Warden: You still have to have a deer or elk tag.

CDOW raised bear tags this year to $41.00. A deer tag is $31.00. The math is $72.00 
Maybe these wildlife managers need to go back to school for a refresher course.

Seems a bit bassakwards to me. Guess they assume bear hunters are poachers of deer and elk and want thier money up front. Colorado needs a regular bear rifle season.

Maybe next week I'll rant and rave about the CDOW new preference point system.
Good hunt'in guys--whack'em all


----------



## Furhunter (Jan 28, 2010)

Well we used to have a spring bear season and they dumped what 15 or more years ago or so. At that time they were told what was going to happen and now it has.

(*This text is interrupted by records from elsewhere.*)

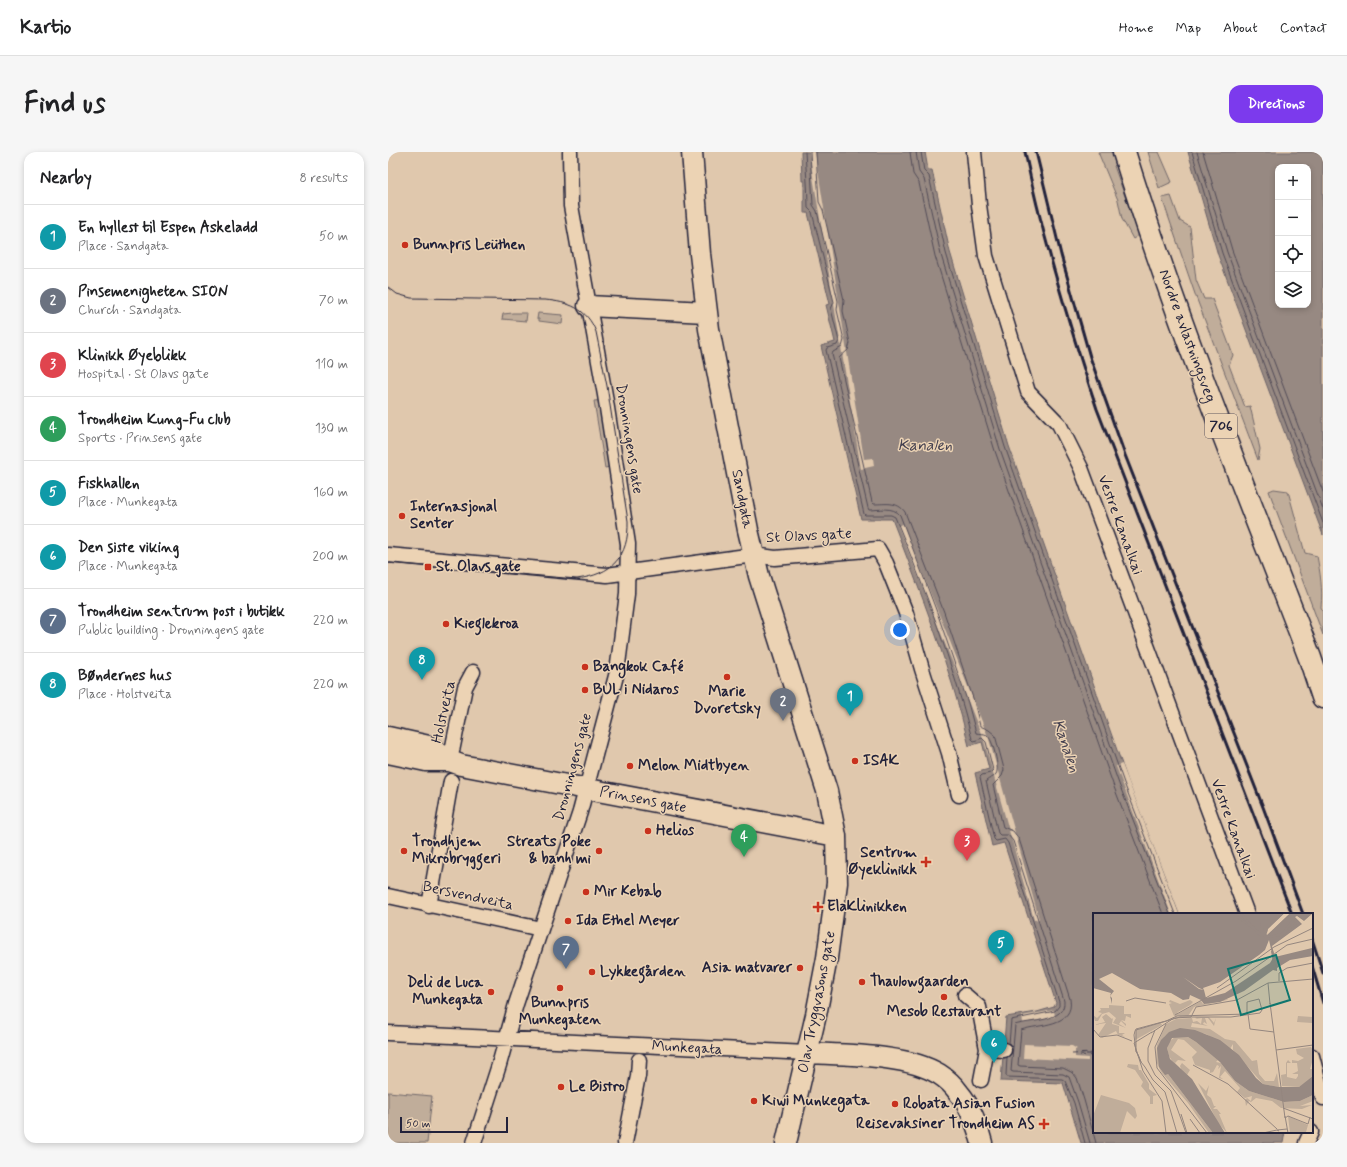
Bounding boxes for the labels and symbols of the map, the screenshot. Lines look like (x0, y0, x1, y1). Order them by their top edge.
place label: Bunnpris Leüthen (413, 235, 526, 255)
marker: Bunnpris Leüthen (400, 240, 410, 250)
street label: Nordre avlastningsveg (1153, 267, 1220, 406)
street label: Dronningens gate (610, 383, 648, 496)
road number: 706 (1205, 414, 1237, 438)
water label: Kanalen (898, 435, 952, 456)
street label: Sandgata (726, 468, 758, 531)
street label: Vestre Kanalkai (1093, 472, 1147, 578)
place label: Internasjonal Senter (410, 497, 497, 534)
marker: Internasjonal Senter (397, 511, 407, 521)
street label: St Olavs gate (766, 524, 853, 549)
place label: St. Olavs gate (436, 557, 521, 578)
marker: St. Olavs gate (423, 562, 433, 572)
place label: Kieglekroa (454, 614, 519, 636)
marker: Kieglekroa (441, 619, 451, 629)
your location (890, 620, 910, 640)
pin: 8 (409, 647, 435, 680)
place label: Bangkok Café (593, 657, 684, 679)
marker: Bangkok Café (580, 662, 590, 672)
marker: Marie Dvoretsky (722, 672, 732, 682)
street label: Holstveita (427, 678, 461, 745)
place label: BUL i Nidaros (593, 680, 679, 700)
place label: Marie Dvoretsky (693, 682, 761, 719)
pin: 1 (837, 683, 863, 716)
marker: BUL i Nidaros (580, 685, 590, 695)
pin: 2 (770, 688, 796, 721)
street label: Dronningens gate (549, 711, 597, 823)
water label: Kanalen (1047, 717, 1085, 775)
place label: ISAK (863, 751, 900, 771)
place label: Melon Midtbyen (638, 756, 750, 776)
marker: ISAK (850, 756, 860, 766)
marker: Melon Midtbyen (625, 761, 635, 771)
street label: Vestre Kanalkai (1206, 776, 1260, 882)
street label: Prinsens gate (598, 782, 688, 818)
place label: Helios (656, 821, 694, 841)
pin: 4 (731, 824, 757, 857)
marker: Helios (643, 826, 653, 836)
pin: 3 (954, 828, 980, 861)
place label: Trondhjem Mikrobryggeri (412, 832, 501, 871)
place label: Streats Poke & banh mi (507, 832, 592, 869)
place label: Sentrum Øyeklinikk (848, 843, 918, 880)
marker: Trondhjem Mikrobryggeri (399, 846, 409, 856)
marker: Streats Poke & banh mi (594, 846, 604, 856)
marker: Sentrum Øyeklinikk (920, 856, 932, 868)
street label: Bersvendveita (421, 877, 516, 915)
place label: Mir Kebab (594, 882, 662, 902)
marker: Mir Kebab (581, 887, 591, 897)
place label: ElaKlinikken (827, 897, 907, 917)
marker: ElaKlinikken (812, 901, 824, 913)
place label: Ida Ethel Meyer (576, 911, 680, 931)
inset map (1093, 913, 1313, 1133)
marker: Ida Ethel Meyer (563, 916, 573, 926)
street label: Olav Tryggvasons gate (793, 929, 842, 1075)
pin: 5 (988, 930, 1014, 963)
pin: 7 (553, 936, 579, 969)
place label: Asia matvarer (702, 958, 793, 978)
place label: Lykkegården (600, 962, 686, 984)
marker: Asia matvarer (795, 963, 805, 973)
marker: Lykkegården (587, 967, 597, 977)
place label: Thaulowgaarden (870, 972, 969, 994)
place label: Deli de Luca Munkegata (407, 973, 484, 1011)
marker: Thaulowgaarden (857, 977, 867, 987)
marker: Bunnpris Munkegaten (555, 983, 565, 993)
marker: Deli de Luca Munkegata (486, 987, 496, 997)
marker: Mesob Restaurant (939, 992, 949, 1002)
place label: Bunnpris Munkegaten (519, 993, 602, 1031)
place label: Mesob Restaurant (887, 1002, 1001, 1022)
pin: 6 (981, 1030, 1007, 1063)
street label: Munkegata (651, 1036, 723, 1060)
place label: Le Bistro (569, 1077, 625, 1097)
marker: Le Bistro (556, 1082, 566, 1092)
place label: Kiwi Munkegata (762, 1091, 870, 1113)
place label: Robata Asian Fusion (903, 1094, 1035, 1114)
marker: Kiwi Munkegata (749, 1096, 759, 1106)
marker: Robata Asian Fusion (890, 1099, 900, 1109)
place label: Reisevaksiner Trondheim AS (856, 1114, 1035, 1134)
scale bar (400, 1115, 508, 1134)
marker: Reisevaksiner Trondheim AS (1038, 1118, 1050, 1130)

Did they change the preference point system? Colorado has been running a points system for many years. Whats changed?


----------



## catcapper (Feb 11, 2010)

Furhunter---The CDOW has a $25.00 option that hunters will automatically be assessed for a preference point unless they opt out by selecting a box (new) on thier big game drawing application. If the box is not checked,they will withhold $25.00 from your app refund to sell you a pref. point. But--your awarded a pref. point if you dont draw your first choice area and season. Sounds like CDOW is once again trying to confuse hunters so they can bring in more money.I'll get into pref.pionts later this week. I have emailed the CDOW (its hard to ever get a response through email) with questions and I will contact them by phone this week for more info. Before I call them I need to confuse myself a bit so I can enter thier spectrum of thought.lol.

I sure miss The spring bear season we use to have. Those hides were nice and prime. The august-september bear hides aren't worth kill'in and mostly for winter meat. In late october,when hides prime up, I take some hunters to a good spot over in the Sangre DeCristo Mtns. to do some bear call'in and so far I've been running around a 94-96 % sucess rate. But when you have a so many bears runn'in up your butt you can't help but call a few in.


----------



## Cliffy (Mar 7, 2010)

I try to keep Michigan safe for people, but I expect to have to expand my vigil to Colorado since my precious daughter lives and regularily jogs there. COME-ON Government, GET Serious about protecting people by not worrying about a bruised bruin or bullet-collided cougar. Cliffy


----------



## Furhunter (Jan 28, 2010)

Cat
I guess its a bit different then. I got disgusted with it years ago. I dont think I have put in for a draw in 7 to 8 years now. I never really cared much for the taste of venison, elk isnt too bad depending on whats been on its diet. DOW gets a small game fee out of me each year and thats about it.


----------